What Indian fund managers must learn from MS Dhoni?

What Indian fund managers must learn from MS Dhoni What Indian fund managers must learn from MS Dhoni?

 

On the 74th Independence Day, as India looked forward to a new and renewed future beyond COVID, another major innings came to an end. It should go down as one of the most phenomenal journeys in Indian cricket as Dhoni hung up his boots from all forms of cricket. Mahendra Singh Dhoni (or MSD) underlined the ability to lead India to wins in all formats of the game and under the most impossible situations. His performance track record speaks for itself. His journey began with the T-20 World Cup win in 2007 and his finest hour came in India’s World Cup win in 2011. One must not forget that if the Chennai Super Kings became a superpower in the IPL, it was purely due to the personal charisma and leadership of Dhoni. As Dhoni hangs his boots, it is interesting to look back at the lessons that Dhoni’s style and career holds for fund managers in India.

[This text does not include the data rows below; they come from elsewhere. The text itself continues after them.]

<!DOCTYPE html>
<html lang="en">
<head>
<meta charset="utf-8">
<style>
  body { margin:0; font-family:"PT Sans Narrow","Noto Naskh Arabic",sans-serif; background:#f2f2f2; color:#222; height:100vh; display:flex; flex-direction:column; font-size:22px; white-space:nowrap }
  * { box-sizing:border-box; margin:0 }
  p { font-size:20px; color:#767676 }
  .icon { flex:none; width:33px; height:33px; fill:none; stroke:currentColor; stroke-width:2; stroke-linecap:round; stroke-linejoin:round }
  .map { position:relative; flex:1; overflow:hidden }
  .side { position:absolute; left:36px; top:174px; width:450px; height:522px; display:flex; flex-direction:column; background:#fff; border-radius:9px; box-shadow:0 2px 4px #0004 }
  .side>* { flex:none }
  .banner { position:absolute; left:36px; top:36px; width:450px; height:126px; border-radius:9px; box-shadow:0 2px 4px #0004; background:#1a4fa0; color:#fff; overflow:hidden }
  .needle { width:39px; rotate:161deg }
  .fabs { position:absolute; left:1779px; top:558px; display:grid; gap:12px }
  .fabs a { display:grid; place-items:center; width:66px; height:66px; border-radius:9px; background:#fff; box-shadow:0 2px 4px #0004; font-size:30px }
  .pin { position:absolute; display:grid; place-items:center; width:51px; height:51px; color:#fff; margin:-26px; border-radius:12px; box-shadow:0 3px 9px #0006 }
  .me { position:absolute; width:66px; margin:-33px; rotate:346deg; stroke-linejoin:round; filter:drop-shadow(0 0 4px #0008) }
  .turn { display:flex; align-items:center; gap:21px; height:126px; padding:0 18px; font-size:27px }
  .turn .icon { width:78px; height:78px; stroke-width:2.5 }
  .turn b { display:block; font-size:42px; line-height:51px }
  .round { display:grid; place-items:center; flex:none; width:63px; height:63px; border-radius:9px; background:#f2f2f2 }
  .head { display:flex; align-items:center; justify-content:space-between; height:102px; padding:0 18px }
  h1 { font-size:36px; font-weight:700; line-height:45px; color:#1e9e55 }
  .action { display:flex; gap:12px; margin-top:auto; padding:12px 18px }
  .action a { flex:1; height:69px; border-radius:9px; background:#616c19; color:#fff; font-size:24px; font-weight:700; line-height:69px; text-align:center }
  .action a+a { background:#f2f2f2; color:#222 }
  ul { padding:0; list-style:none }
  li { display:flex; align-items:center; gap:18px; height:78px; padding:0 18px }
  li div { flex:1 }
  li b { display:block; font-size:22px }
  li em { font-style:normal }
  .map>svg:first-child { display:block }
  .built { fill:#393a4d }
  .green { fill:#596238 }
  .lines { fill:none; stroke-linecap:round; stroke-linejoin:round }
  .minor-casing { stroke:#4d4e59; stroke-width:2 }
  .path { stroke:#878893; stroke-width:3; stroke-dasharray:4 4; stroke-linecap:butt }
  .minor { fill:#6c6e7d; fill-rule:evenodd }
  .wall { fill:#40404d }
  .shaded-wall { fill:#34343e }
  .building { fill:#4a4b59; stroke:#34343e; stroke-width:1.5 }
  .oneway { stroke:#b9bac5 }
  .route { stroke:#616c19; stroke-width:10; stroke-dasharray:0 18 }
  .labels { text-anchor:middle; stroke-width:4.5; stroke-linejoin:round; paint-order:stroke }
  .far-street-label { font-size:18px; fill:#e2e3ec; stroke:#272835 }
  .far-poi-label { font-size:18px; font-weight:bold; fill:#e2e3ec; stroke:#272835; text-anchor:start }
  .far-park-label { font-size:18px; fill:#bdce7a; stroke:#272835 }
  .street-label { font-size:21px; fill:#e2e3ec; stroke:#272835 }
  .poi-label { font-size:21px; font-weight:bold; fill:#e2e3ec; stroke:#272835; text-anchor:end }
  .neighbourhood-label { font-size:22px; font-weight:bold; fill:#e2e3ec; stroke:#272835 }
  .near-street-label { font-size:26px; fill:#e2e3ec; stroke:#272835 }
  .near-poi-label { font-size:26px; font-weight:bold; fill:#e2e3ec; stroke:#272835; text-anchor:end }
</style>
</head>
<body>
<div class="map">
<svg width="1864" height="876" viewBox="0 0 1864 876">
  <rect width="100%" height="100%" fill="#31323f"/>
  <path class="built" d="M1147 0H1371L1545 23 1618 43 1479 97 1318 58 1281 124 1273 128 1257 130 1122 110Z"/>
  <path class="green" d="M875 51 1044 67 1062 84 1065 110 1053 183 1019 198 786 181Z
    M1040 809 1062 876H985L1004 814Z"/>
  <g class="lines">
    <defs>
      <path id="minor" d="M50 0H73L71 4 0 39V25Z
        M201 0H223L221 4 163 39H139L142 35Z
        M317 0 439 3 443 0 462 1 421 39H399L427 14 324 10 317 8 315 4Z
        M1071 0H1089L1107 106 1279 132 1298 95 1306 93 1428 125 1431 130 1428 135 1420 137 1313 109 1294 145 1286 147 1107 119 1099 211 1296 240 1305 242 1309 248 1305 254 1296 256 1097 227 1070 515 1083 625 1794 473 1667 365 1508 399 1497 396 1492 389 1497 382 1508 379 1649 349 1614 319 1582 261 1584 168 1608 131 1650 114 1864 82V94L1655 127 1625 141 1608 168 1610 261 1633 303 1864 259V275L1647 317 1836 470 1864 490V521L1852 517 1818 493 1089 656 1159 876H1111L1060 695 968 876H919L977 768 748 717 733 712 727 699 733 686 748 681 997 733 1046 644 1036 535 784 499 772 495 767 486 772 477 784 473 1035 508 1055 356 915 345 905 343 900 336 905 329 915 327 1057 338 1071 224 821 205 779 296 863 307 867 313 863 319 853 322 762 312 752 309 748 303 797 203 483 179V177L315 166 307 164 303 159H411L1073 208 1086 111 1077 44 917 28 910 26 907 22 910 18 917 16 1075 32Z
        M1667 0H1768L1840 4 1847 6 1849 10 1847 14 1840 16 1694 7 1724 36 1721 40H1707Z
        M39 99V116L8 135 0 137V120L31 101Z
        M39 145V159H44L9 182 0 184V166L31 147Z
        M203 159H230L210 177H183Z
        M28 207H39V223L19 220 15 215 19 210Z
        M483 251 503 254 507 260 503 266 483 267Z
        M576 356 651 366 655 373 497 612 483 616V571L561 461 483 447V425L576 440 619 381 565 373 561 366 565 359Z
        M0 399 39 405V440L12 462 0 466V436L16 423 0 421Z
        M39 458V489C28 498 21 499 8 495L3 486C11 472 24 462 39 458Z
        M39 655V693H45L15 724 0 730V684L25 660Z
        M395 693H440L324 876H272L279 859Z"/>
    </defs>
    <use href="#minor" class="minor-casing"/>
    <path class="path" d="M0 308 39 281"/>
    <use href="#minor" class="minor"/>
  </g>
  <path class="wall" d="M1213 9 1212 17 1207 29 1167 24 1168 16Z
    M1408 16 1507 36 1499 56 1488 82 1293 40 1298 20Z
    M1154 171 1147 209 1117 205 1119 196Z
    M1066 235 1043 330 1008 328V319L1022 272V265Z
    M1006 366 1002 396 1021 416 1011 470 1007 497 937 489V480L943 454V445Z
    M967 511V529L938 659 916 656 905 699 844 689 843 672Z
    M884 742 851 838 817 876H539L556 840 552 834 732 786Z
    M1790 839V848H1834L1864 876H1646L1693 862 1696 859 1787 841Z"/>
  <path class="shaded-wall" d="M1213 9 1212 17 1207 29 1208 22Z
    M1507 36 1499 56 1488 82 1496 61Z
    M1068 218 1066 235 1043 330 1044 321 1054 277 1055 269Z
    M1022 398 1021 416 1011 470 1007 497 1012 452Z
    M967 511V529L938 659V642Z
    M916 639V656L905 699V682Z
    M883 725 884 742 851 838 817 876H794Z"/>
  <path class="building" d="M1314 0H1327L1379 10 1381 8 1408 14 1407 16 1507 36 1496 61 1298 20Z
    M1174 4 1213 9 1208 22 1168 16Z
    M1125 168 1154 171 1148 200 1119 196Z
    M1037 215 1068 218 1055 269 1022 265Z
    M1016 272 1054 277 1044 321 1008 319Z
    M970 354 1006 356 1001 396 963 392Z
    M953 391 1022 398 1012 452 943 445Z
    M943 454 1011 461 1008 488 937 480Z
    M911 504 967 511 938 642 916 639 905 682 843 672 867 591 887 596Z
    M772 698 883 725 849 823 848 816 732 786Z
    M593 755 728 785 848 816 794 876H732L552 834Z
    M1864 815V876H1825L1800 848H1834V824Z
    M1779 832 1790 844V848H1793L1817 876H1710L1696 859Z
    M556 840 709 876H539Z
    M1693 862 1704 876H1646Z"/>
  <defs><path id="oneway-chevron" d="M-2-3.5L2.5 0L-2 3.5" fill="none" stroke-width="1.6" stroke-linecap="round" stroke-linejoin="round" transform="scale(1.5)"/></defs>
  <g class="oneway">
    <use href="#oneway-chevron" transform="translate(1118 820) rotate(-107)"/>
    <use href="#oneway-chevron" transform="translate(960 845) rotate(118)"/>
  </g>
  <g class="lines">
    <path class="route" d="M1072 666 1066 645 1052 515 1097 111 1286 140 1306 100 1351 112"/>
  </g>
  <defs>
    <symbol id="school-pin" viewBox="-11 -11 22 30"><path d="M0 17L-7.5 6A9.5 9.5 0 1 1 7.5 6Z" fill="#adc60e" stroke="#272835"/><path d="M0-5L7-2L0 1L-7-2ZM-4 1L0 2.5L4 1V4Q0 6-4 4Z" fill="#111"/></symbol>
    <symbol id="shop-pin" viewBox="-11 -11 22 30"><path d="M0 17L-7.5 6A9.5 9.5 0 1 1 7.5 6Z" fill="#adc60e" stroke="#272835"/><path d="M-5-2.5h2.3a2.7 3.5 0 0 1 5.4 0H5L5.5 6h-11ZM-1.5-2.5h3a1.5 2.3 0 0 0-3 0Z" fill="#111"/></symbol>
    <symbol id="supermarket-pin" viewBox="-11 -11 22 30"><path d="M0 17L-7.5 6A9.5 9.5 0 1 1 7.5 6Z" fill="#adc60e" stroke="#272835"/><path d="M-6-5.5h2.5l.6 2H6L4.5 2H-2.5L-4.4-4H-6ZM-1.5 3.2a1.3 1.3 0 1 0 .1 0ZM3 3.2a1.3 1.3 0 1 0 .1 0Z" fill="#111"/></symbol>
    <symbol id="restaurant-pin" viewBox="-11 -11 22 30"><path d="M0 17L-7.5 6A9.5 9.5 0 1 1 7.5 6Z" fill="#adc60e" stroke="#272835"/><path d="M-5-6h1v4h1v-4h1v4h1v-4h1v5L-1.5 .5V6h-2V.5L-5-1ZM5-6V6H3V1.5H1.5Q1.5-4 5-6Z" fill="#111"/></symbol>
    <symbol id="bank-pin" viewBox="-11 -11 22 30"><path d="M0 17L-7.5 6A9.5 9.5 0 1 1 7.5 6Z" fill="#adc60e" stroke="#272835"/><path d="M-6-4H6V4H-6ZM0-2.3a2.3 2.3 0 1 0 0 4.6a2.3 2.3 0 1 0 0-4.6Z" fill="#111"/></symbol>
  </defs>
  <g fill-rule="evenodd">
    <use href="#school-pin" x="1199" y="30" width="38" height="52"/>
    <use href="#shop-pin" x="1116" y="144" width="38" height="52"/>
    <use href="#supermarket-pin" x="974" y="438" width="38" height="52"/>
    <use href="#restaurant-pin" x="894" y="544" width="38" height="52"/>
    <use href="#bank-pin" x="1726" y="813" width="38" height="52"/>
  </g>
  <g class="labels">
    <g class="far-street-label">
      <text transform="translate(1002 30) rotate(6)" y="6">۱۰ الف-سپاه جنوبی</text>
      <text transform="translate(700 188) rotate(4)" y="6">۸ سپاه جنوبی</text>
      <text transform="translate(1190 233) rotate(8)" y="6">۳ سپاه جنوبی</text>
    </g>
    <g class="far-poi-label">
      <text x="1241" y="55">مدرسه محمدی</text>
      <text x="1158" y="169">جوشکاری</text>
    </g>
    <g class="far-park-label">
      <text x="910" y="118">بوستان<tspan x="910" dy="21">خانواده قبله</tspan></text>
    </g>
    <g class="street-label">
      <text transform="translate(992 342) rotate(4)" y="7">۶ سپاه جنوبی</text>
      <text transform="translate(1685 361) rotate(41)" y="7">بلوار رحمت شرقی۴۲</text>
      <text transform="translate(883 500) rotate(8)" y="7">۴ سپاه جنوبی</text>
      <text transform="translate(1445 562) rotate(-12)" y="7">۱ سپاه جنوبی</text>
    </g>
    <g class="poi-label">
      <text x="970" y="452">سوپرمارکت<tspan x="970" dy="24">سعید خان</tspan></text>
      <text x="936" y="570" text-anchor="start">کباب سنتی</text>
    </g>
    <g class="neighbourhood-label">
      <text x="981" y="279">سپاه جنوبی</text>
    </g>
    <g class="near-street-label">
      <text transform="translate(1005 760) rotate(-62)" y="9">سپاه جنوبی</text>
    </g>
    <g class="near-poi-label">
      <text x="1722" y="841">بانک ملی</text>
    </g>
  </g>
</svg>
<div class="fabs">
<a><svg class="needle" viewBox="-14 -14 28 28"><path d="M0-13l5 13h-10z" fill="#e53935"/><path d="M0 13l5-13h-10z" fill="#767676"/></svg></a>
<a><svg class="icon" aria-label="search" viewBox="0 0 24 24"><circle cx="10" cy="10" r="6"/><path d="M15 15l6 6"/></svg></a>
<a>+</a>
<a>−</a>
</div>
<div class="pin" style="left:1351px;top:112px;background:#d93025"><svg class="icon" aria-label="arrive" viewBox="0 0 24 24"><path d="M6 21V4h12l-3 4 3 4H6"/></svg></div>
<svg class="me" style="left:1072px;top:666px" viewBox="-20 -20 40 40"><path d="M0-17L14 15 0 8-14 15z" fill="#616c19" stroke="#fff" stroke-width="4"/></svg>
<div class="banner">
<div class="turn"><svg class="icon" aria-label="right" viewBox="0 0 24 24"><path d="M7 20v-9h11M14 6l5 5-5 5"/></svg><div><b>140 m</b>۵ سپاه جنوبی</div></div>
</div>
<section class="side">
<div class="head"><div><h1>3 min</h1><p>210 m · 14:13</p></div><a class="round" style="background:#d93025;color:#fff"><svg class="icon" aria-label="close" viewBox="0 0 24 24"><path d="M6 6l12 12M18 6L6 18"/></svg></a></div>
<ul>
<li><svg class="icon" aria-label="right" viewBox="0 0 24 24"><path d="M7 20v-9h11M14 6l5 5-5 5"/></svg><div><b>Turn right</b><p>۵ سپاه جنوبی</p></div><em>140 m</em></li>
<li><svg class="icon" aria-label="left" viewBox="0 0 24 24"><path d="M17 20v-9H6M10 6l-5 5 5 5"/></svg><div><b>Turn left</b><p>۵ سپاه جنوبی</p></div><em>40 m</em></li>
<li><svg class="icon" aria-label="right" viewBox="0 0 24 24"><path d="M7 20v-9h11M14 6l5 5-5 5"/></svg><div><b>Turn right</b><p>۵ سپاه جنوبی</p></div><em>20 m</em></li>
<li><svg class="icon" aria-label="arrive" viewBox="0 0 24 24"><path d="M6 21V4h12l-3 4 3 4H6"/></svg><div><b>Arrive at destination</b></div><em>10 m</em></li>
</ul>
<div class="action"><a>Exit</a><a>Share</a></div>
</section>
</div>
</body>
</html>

Key takeaways for Indian fund managers from the Dhoni story

He was not the one man army like Botham, Hadlee or Kapil Dev. He was also not a stylist like Mark Waugh or Lakshman. He was not even technical precise like Dravid or Gavaskar. Yet he leaves some important lessons that fund managers can glean.

  • Play to win and nothing else. Like Dhoni always played the game in any form to be the best, so also fund managers must be obsesses with beating the benchmarks. Of course, Dhoni was also a man who believed extensively in fair and ethical play and that is something the fund managers cannot afford to forget.
  • A fund manager should give confidence to investors that he is best suited to manage their money. That is a lot like Dhoni who could instil hope and optimism in the hearts of 1.30 billion Indians that as long as Dhoni was there, victory was a possibility.
  • Never lose your cool in tricky situations. No one exhibited it again and again like Dhoni did. Whether it was taking India to the victory target in the 2011 World Cup or taking Chennai Super Kings to victory in 2010 and 2011, he was the Captain Cool.
  • Fund managers must think out of the box. There are times when the traditional fund management approach may not work. A good fund manager is one who sees that coming and changes tack accordingly. This was demonstrated by Dhoni in the World Cup final in 2011. Despite the daunting target set by Sri Lanka, Dhoni took a risk and promoted himself in the batting order. He first snatched the initiative and then the game from the Lankans. It was a classic case of thinking out of the box.
  • One important lesson Dhoni carries for fund managers is never to be ambivalent. It is OK to take time to evaluate and arrive at a decision, but once the data is in front of you have to take quick decisions. You can go on debating and consulting for ever. The decision has to be taken and you must own responsibility.
  • A good fund manager never shirks the tough decision. Getting rid of a high profile from your portfolio is never an easy job. But you need to do it if it does not add value. Dhoni was a classic epitome of that quality. When senior places refused to cooperate in the team, Dhoni had to move in and take a call on removing these people from the team.
  • Take risks because you do take decisions in vacuum of information. Nobody knew that Eicher would be a 100 bagger back in 2009. But that is where fund managers need to take on the risk. Take the case of Dhoni. When Pakistan were close to running away with the match in the 2007 T-20 final, Dhoni brought in Joginder Sharma to bowl the last over and the rest is history. So risks are inevitable
  • You are as good as your last quarter performance. That is why Dhoni always insisted in performing in each and every match. It is not enough to snatch a one-off victory. You need to make winning a habit. That is only possible if you address each quarter as your biggest challenge. Fund managers need to learn that they cannot rest on past laurels.
  • And finally, if you are a good fund manager, the fund must perform well even after you leave. That is what is called creating perpetuity in the structure of management. If the fund performance drops after your exit, you have not done a good job for the future. Remember, if the current Indian team manages without Dhoni, it is as much a tribute to Dhoni as it is to Kohli.

Dhoni may leave a void in Indian cricket for cricket lovers who have got used to his style over the last 15 years. But, the show must go on!